# Just wanted to show off this fresh little cutie pie!



## RachelsaurusRex (Feb 10, 2010)

This cutie has been at my shelter for a while and will be coming home with me very soon. I have no idea whether it's a male or female, but I'm leaning toward male based on it's reaction to a mirror. He's very fearful/fiesty and will try to peck and wing slap anybody that goes near his cage. I can't wait to get him home and adopt a companion for him. He must be pretty lonely in that little cage  and unfortunately we don't have a better place to house him. Soon he'll have plenty of space and hopefully he'll calm down a little bit. Pretty little thing, huh?


----------



## anandcholli (Feb 8, 2010)

Wow ... what a beautiful bird!


----------



## RachelsaurusRex (Feb 10, 2010)

He? says thank you! I still haven't come up with a name. All of my chickens have PeeWee Herman names, so I'll probably stick with the theme for my pigeons  

As for picking a "mate", since I really don't know the gender does it matter if the companion bird is a male or female? I have zero interest in breeding, and if I did end up with a male/female pair I would not allow the eggs to be incubated, anyway.


----------



## bluebirdsnfur (Jan 20, 2009)

RachelsaurusRex said:


> He? says thank you! I still haven't come up with a name. All of my chickens have PeeWee Herman names, so I'll probably stick with the theme for my pigeons
> 
> As for picking a "mate", since I really don't know the gender does it matter if the companion bird is a male or female? I have zero interest in breeding, and if I did end up with a male/female pair I would not allow the eggs to incubated, anyway.
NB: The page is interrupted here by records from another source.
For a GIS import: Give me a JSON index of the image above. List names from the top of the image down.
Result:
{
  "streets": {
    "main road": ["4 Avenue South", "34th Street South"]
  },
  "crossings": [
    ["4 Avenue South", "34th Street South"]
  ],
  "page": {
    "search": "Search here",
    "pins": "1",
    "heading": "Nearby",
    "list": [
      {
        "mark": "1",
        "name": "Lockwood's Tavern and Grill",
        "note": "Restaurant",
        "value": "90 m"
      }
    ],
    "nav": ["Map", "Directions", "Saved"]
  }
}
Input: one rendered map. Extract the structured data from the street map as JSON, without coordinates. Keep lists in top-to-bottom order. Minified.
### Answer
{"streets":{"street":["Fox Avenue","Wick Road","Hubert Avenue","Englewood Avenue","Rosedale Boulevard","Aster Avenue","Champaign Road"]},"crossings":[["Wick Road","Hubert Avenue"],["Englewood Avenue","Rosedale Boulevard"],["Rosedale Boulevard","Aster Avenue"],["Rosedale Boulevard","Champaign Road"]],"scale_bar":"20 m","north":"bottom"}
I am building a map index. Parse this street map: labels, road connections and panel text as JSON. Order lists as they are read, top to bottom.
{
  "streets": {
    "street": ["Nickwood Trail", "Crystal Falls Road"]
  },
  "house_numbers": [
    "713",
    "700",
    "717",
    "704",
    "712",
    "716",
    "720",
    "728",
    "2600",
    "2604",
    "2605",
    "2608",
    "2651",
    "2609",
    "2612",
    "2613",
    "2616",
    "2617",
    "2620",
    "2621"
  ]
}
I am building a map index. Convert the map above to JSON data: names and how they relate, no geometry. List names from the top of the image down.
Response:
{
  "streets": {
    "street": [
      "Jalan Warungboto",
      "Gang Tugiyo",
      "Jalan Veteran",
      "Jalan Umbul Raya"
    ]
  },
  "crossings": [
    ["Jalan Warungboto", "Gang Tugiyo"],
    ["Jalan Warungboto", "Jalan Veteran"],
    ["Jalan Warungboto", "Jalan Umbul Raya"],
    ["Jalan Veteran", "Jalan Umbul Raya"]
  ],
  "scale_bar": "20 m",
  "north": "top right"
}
Please don't forget to check with Elizabeth as she has many rescues needing homes. She will ship. www.RescueReport.org / www.MickaCoo.org


----------



## RachelsaurusRex (Feb 10, 2010)

Oh don't you worry, Bluebirdsnfur! We emailed a few times and she sent me an application. As soon as I'm finished building I'll send her pics of my setup along with the completed app and hopefully I'll be approved to adopt one of those little darlings. There is one little loner in particular that I can't stop looking at <333


----------



## Skyeking (Jan 17, 2003)

That is a Helmet. I got one from a shelter too. He is the cutest little busy body, like a wind up toy that never unwinds. 

You will enjoy his antics.


----------



## RachelsaurusRex (Feb 10, 2010)

Haha yes, he is quite charming! I look forward to seeing him happy and able to fly and hang out with another pigeon.


----------



## Reti (Jul 20, 2003)

S/he is beautiful. Congratulations on your adoption, I am sure he will calm down once he is in his new home.
Thank you for giving him a new home (and a friend).

Reti


----------



## RachelsaurusRex (Feb 10, 2010)

Thank you!


----------



## dovelove<3 (May 28, 2009)

RachelsaurusRex said:


> He? says thank you! I still haven't come up with a name. All of my chickens have PeeWee Herman names, so I'll probably stick with the theme for my pigeons
> 
> As for picking a "mate", since I really don't know the gender does it matter if the companion bird is a male or female? I have zero interest in breeding, and if I did end up with a male/female pair I would not allow the eggs to be incubated, anyway.


Very pretty bird 
As for a companion I would lean more towards getting a female. If the bird is a male then getting another male could cause conflicts/fights between the two. But he should get along with the hen. And two hens will get along with each other as well. Im not an expert but this is just what I have heard/read. Good Luck


----------



## RachelsaurusRex (Feb 10, 2010)

Thanks, dovelove! That's sort of what I was thinking, but wasn't sure if I was correct in thinking that.


----------



## spirit wings (Mar 29, 2008)

nice little pigeon there! have fun with him...or her..lol... is this your first pigeon?


----------



## Jay3 (May 4, 2008)

Beautiful little thing. Yes. If you aren't sure of the gender, get a female. Two males will fight. Two females should get along.


----------



## RachelsaurusRex (Feb 10, 2010)

Thank you! Yes, this will be my first! We've had several come into work, but they've all eventually been placed or rehabbed and released. This is the first one I've ever decided to take home!


----------



## spirit wings (Mar 29, 2008)

RachelsaurusRex said:


> Thank you! Yes, this will be my first! We've had several come into work, but they've all eventually been placed or rehabbed and released. This is the first one I've ever decided to take home!


congrats! beware, they become addicting!


----------



## RachelsaurusRex (Feb 10, 2010)

LOL, I bet! I'm already looking at RescueReport.org regularly and wish I could adopt more  My boyfriend is definitely the voice of reason in this relationship. It can be annoying, but ultimately I thank him as I leave the feed store every week, haha.

Someday we'll have our farm, though, and all of its residents will be rescues. Then I'll build a ginormous aviary and contact Elizabeth to adopt a whole flock of pigeons!


----------